Roma, 5 luglio 2018 - Il ministro della Salute Giulia Grillo aspetta un bambino e "ovviamente" lo farà vaccinare. A rivelarlo è lei stessa, rispondendo a una domanda in occasione di una conferenza stampa al dicastero sul tema delle vaccinazioni obbligatorie in vista dell'apertura dell'anno scolastico 2018-2019. "Se Dio vuole e andrà tutto bene - ha detto-, fra qualche mese avrò un bambino e ovviamente per me sarà mia premura fargli i vaccini esattamente come tutti gli altri cittadini italiani". Dichiarazione che è stata accolta da un lungo applauso in sala. La Grillo ha poi confermato che per la frequenza del prossimo anno scolastico basterà l'autocertificazione, ovvero una dichiarazione sostitutiva delle vaccinazioni effettuate, da presentarsi alle scuole. Non è perentorio il termine del 10 luglio.

"I bambini che frequentano la scuola dell'obbligo che non sono al primo anno sostanzialmente non devono fare nulla", ha spiegato il ministro alla conferenza a cui partecipava anche il titolare dell'Istruzione, Marco Bussetti. A chi le chiedeva cosa pensasse sulle dichiarazioni di Salvini dei giorni scorsi, a proposito dei vaccini, la Grillo ha risposto: "Con Salvini ci siamo confrontati sull'importanza della prevenzione vaccinale e credo ne sia convinto anche lui visto che ha vaccinato i suoi figli".

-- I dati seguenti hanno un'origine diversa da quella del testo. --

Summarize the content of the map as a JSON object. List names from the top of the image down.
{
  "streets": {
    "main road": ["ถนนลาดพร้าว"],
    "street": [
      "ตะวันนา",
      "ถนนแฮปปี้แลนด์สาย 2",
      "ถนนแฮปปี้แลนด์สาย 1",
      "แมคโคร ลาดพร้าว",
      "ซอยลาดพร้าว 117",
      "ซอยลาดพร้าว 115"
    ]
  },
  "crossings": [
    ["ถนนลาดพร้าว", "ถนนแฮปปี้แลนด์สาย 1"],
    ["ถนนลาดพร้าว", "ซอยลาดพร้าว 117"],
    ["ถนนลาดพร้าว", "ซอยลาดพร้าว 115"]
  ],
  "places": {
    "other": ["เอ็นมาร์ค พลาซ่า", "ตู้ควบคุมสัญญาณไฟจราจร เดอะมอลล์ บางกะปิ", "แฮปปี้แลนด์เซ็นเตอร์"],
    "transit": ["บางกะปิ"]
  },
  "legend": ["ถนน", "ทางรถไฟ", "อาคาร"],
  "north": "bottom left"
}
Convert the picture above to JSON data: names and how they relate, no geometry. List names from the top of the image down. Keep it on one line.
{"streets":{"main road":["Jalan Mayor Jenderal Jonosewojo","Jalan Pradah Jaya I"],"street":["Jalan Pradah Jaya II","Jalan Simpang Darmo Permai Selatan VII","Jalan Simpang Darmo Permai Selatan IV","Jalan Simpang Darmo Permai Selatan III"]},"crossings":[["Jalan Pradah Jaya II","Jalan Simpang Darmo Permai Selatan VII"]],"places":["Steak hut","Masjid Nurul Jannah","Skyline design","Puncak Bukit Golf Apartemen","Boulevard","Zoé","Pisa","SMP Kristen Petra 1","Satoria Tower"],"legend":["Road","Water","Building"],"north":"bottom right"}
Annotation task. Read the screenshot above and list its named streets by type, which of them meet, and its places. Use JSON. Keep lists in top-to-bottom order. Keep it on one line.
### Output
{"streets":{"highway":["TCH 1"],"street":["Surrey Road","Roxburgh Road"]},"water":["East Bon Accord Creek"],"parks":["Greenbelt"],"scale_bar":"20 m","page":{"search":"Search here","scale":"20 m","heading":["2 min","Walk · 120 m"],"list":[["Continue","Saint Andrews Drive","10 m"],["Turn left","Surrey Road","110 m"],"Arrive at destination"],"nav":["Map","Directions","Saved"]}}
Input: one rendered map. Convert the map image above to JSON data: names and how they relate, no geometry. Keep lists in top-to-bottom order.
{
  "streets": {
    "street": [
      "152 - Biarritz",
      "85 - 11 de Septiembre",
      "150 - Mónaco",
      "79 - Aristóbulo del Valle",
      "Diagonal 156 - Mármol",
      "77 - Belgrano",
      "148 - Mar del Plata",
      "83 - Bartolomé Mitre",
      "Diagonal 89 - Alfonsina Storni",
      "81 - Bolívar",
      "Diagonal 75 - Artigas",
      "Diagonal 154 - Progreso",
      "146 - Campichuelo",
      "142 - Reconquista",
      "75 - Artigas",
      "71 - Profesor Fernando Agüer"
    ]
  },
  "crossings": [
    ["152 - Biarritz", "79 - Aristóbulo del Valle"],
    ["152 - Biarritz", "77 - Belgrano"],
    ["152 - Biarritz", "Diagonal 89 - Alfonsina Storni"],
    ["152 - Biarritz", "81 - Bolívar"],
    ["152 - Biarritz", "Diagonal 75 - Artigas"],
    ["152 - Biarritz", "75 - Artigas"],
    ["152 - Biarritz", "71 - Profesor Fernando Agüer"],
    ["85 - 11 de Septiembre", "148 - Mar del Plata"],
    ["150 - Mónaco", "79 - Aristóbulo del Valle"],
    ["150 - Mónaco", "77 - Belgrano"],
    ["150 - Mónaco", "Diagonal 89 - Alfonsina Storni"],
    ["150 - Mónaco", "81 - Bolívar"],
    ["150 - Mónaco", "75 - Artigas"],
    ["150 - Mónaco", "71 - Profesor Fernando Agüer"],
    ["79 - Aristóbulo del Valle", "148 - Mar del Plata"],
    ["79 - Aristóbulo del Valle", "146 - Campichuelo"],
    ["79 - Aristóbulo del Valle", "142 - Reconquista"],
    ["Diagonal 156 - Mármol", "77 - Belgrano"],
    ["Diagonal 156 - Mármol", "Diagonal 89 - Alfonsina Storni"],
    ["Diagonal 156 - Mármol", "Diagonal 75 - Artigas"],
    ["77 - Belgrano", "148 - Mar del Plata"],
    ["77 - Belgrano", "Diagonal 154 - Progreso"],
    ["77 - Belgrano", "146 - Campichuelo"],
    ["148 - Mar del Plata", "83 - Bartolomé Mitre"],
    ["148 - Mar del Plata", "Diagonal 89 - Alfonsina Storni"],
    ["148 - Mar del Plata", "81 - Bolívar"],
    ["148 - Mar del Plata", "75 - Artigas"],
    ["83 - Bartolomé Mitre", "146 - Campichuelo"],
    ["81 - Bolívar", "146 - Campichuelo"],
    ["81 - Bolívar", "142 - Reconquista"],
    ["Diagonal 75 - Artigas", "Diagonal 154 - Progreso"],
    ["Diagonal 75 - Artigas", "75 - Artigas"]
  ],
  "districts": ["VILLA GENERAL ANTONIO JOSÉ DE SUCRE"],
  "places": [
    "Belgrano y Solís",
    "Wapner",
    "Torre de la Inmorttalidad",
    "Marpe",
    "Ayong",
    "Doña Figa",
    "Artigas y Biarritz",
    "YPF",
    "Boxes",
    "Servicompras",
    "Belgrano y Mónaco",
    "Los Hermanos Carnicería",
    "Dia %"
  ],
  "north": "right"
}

LA PROPOSTA DI LEGGE - La modifica del decreto Lorenzin sembra solo questione di tempo. "A breve ci sarà una proposta di legge parlamentare, alla quale la maggioranza sta lavorando", ha dettp il ministro, spiegando che l'atto sarà fatto "in un tempo che consenta il dibatto parlamentare, ma celere per risolvere la questione".

"Alcuni hanno dubbi legittimi"

"Sull'esitazione vaccinale, sia nella passata legislatura che ora, mi sono sempre confrontata con tante persone - ha detto ancora la Grillo -. Se una parte dei cittadini ancora non si vaccina e' perche' ci sono dubbi legittimi che non sono mai stati sciolti dalle istituzioni". E ha aggiunto: "Alcuni hanno dubbi sui tempi di somministrazione, su dieci vaccini da fare insieme o sul farlo dopo solo tre mesi. Credo siano dubbi legittimi che possono essere risolti con l'informazione".